In the ideal communications channel only the direct, or line-of-sight, signal is present at the receiver. The receiver correlates the line-of-sight signal with a locally generated PRN code and uses the correlation function peak to precisely determine the transmission time. In general, reflections of the transmitted signals may also be received. Specifically, the signals may also arrive at the receiver antenna after reflection from the earth's surface and from various man-made structures. These signals, known collectively as multipath, are combined with the line-of-sight signal at the receiver.
The time delay of multipath signals relative to the line-of-sight signal can result in a degradation of ranging accuracy. Specifically, it may distort the correlation function, thereby shifting the apparent peak of the function. The severity of the resulting inaccuracy is a function of the satellite and receiving antenna positions relative to the various reflecting objects. Methods have been developed to counter the effect of multipath on ranging system performance. For example, U.S. Pat. No. 5,495,499 describes a narrow correlator that reduces the effect of multipath on the range estimate, and U.S. Pat. No. 5,615,232 discloses an iterative curve-matching mechanism to largely eliminate the multipath contribution to the correlation function.

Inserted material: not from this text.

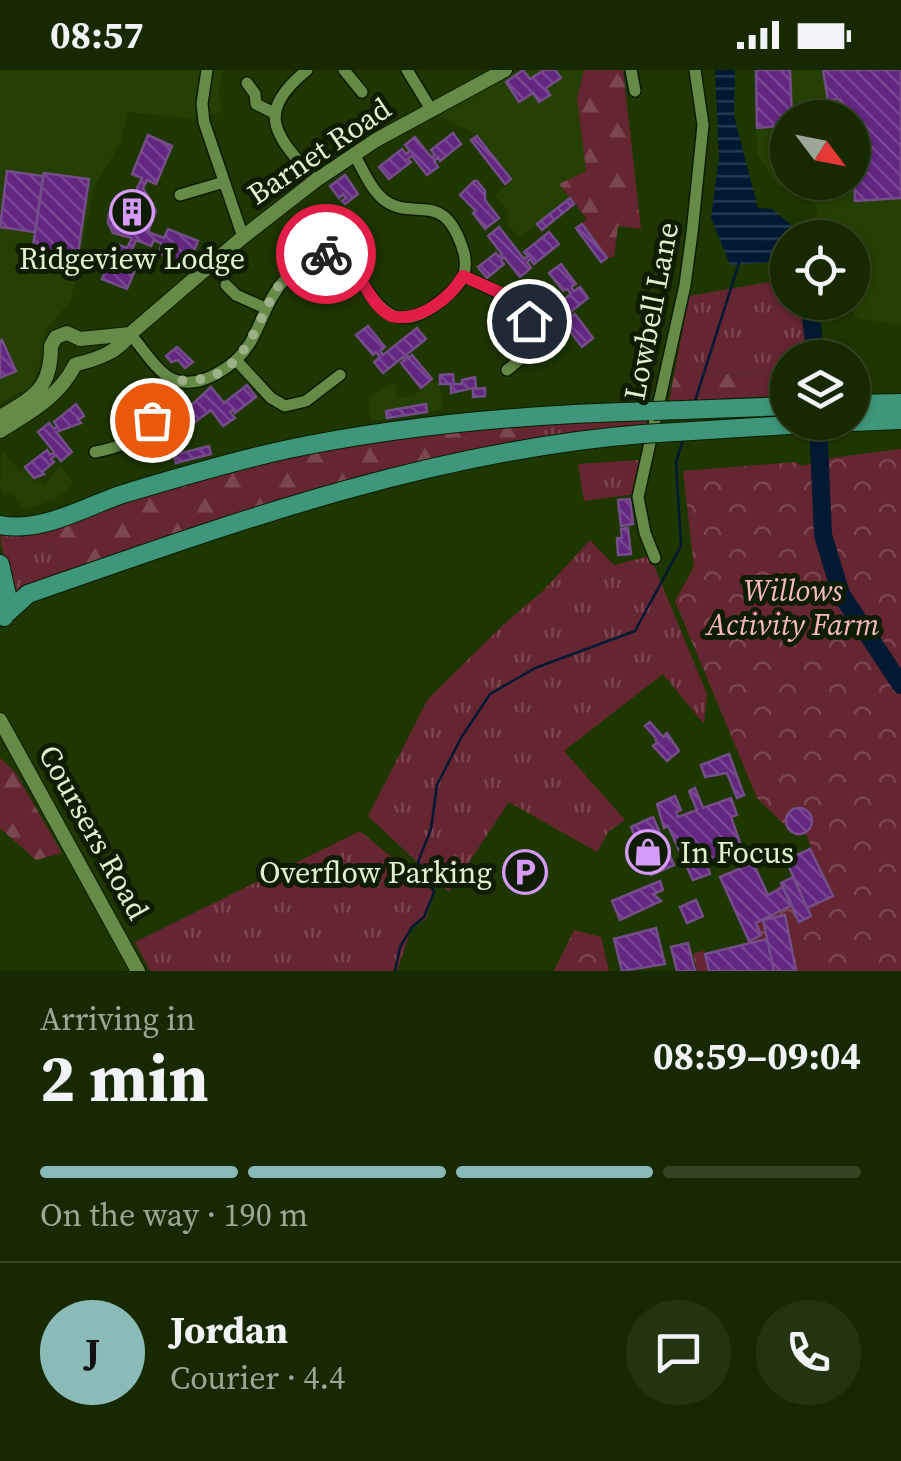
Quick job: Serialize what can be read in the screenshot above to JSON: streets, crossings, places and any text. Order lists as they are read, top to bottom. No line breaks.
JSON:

These methods have various limitations and restrictions in resolving the effect of multipath, however, and the user of a GPS positioning system may not be aware of the extent to which multipath interference is degrading the accuracy of the range estimates. For example, a difference in the timing and carrier phases of the line-of-sight signal and the multipath signals may exist, even when distortion of the shape of the correlation function is minimal. The difference results in a shift of the correlation peak, and an associated degradation of the ranging accuracy. This condition may occur when the multipath is produced by "near" reflectors, i.e. when the differences in the relative path lengths of the line-of-sight and multipath signals are less than a significant fraction of a PRN chip.
What is needed is a simple and low-cost system for characterizing errors in a received signal due to multipath interference, in particular, when the interference is produced by "near" reflectors. The results can be used to provide the user with an indication of received signal quality and the presence of multipath. The system should not unduly increase the cost or size of currently available receiving units.